Star Shailene Woodley is very good, but here she has very little to work with.  I like her and think that she was excellent as the eldest daughter to George Clooney in The Descendents.    The story here is pretty basic, yet unexplained for the most part.  As in many situations, you have to put aside logic and just go with it.   Or you are left with questions like:  so they put a wall around Chicago and set up this secular society (in houses much like Harry Potter, here called Factions) but then you don’t have yourself as the leader of all these factions.   Much of the history is foggy.   Or, why as part of this coup that is being undertaken is it necessary to wipe out an entire faction who has shown no weapons nor any aptitude for aggressive tactics?   Where are the adults in the more aggressive and protective faction?
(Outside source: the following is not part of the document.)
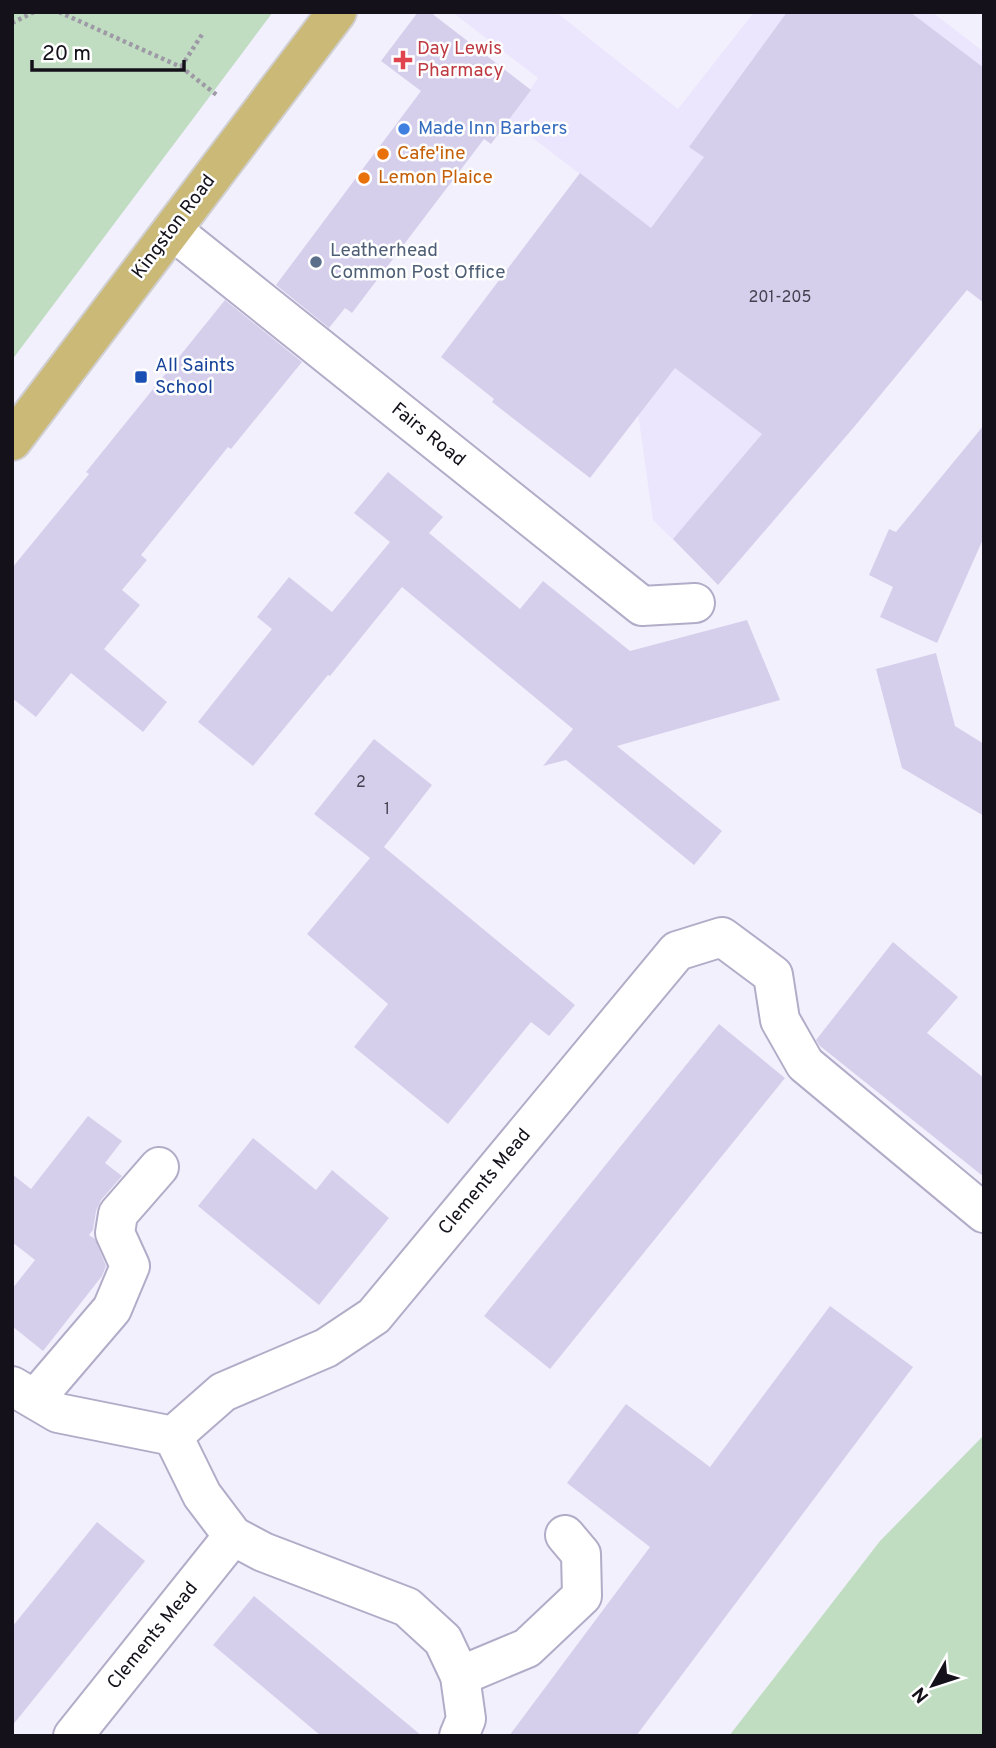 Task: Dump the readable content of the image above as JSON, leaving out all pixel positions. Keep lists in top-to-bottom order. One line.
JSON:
{"streets":{"main road":["Kingston Road"],"street":["Fairs Road","Clements Mead"]},"crossings":[["Kingston Road","Fairs Road"]],"places":{"health":["Day Lewis Pharmacy"],"other":["Made Inn Barbers","Cafe'ine","Lemon Plaice","Leatherhead Common Post Office"],"transit":["All Saints School"]},"house_numbers":["201-205","2","1"],"scale_bar":"20 m","north":"bottom left"}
Romantically, there is virtually no chemistry between our two lead performers.  He is channeling Keanu Reeves very well in playing dim and monosyllabic.    The relationship hinted at not-so-subtley early becomes more full blown as expected, and as a father of a 16yo girl I was very happy to see that our heroine actually utters that she does not want to “rush things”.   Thank God!!!   She’s 16!!!!

In the end, the movie as a first installment does not have me clamouring for more.   I feel no  compulsion to buy the books, and will let my daughter read them if she chooses.    I feel no need to see another one, except with the hope that our heroine is put through some more interesting challenges.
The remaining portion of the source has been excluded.